↓↓↓
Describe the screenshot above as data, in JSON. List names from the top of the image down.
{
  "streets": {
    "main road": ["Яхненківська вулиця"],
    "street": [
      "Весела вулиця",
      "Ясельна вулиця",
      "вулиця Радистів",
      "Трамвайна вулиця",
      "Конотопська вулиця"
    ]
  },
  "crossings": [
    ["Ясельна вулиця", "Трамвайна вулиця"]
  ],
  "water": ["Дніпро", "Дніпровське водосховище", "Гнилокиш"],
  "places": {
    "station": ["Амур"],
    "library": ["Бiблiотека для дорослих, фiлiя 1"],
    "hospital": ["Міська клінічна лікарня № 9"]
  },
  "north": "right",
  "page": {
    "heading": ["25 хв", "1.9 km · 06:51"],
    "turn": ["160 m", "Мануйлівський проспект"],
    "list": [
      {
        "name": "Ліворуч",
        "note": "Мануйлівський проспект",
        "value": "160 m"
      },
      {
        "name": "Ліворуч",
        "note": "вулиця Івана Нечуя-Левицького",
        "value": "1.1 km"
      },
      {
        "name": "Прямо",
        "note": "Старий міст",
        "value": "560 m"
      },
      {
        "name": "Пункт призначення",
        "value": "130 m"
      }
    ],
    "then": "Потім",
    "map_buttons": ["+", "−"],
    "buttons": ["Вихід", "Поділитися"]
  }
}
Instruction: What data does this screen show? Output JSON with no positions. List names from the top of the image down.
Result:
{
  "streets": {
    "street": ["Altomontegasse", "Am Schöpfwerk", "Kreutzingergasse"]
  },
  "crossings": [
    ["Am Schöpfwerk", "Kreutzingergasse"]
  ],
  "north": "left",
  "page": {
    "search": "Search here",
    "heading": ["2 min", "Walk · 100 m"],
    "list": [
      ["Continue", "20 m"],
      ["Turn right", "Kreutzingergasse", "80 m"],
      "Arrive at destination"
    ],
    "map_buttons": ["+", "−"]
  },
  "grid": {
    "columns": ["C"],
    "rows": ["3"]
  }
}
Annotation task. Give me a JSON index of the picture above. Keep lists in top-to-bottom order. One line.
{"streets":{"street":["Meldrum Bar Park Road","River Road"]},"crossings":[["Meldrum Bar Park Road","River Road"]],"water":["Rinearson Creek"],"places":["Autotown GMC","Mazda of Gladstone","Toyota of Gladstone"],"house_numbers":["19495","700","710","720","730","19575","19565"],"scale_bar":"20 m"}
↑↑↑
**To do:**
Give back each line of the material above exactly as it appears.

**Answer for this exercise:**
Describe the screenshot above as data, in JSON. List names from the top of the image down.
{
  "streets": {
    "main road": ["Яхненківська вулиця"],
    "street": [
      "Весела вулиця",
      "Ясельна вулиця",
      "вулиця Радистів",
      "Трамвайна вулиця",
      "Конотопська вулиця"
    ]
  },
  "crossings": [
    ["Ясельна вулиця", "Трамвайна вулиця"]
  ],
  "water": ["Дніпро", "Дніпровське водосховище", "Гнилокиш"],
  "places": {
    "station": ["Амур"],
    "library": ["Бiблiотека для дорослих, фiлiя 1"],
    "hospital": ["Міська клінічна лікарня № 9"]
  },
  "north": "right",
  "page": {
    "heading": ["25 хв", "1.9 km · 06:51"],
    "turn": ["160 m", "Мануйлівський проспект"],
    "list": [
      {
        "name": "Ліворуч",
        "note": "Мануйлівський проспект",
        "value": "160 m"
      },
      {
        "name": "Ліворуч",
        "note": "вулиця Івана Нечуя-Левицького",
        "value": "1.1 km"
      },
      {
        "name": "Прямо",
        "note": "Старий міст",
        "value": "560 m"
      },
      {
        "name": "Пункт призначення",
        "value": "130 m"
      }
    ],
    "then": "Потім",
    "map_buttons": ["+", "−"],
    "buttons": ["Вихід", "Поділитися"]
  }
}
Instruction: What data does this screen show? Output JSON with no positions. List names from the top of the image down.
Result:
{
  "streets": {
    "street": ["Altomontegasse", "Am Schöpfwerk", "Kreutzingergasse"]
  },
  "crossings": [
    ["Am Schöpfwerk", "Kreutzingergasse"]
  ],
  "north": "left",
  "page": {
    "search": "Search here",
    "heading": ["2 min", "Walk · 100 m"],
    "list": [
      ["Continue", "20 m"],
      ["Turn right", "Kreutzingergasse", "80 m"],
      "Arrive at destination"
    ],
    "map_buttons": ["+", "−"]
  },
  "grid": {
    "columns": ["C"],
    "rows": ["3"]
  }
}
Annotation task. Give me a JSON index of the picture above. Keep lists in top-to-bottom order. One line.
{"streets":{"street":["Meldrum Bar Park Road","River Road"]},"crossings":[["Meldrum Bar Park Road","River Road"]],"water":["Rinearson Creek"],"places":["Autotown GMC","Mazda of Gladstone","Toyota of Gladstone"],"house_numbers":["19495","700","710","720","730","19575","19565"],"scale_bar":"20 m"}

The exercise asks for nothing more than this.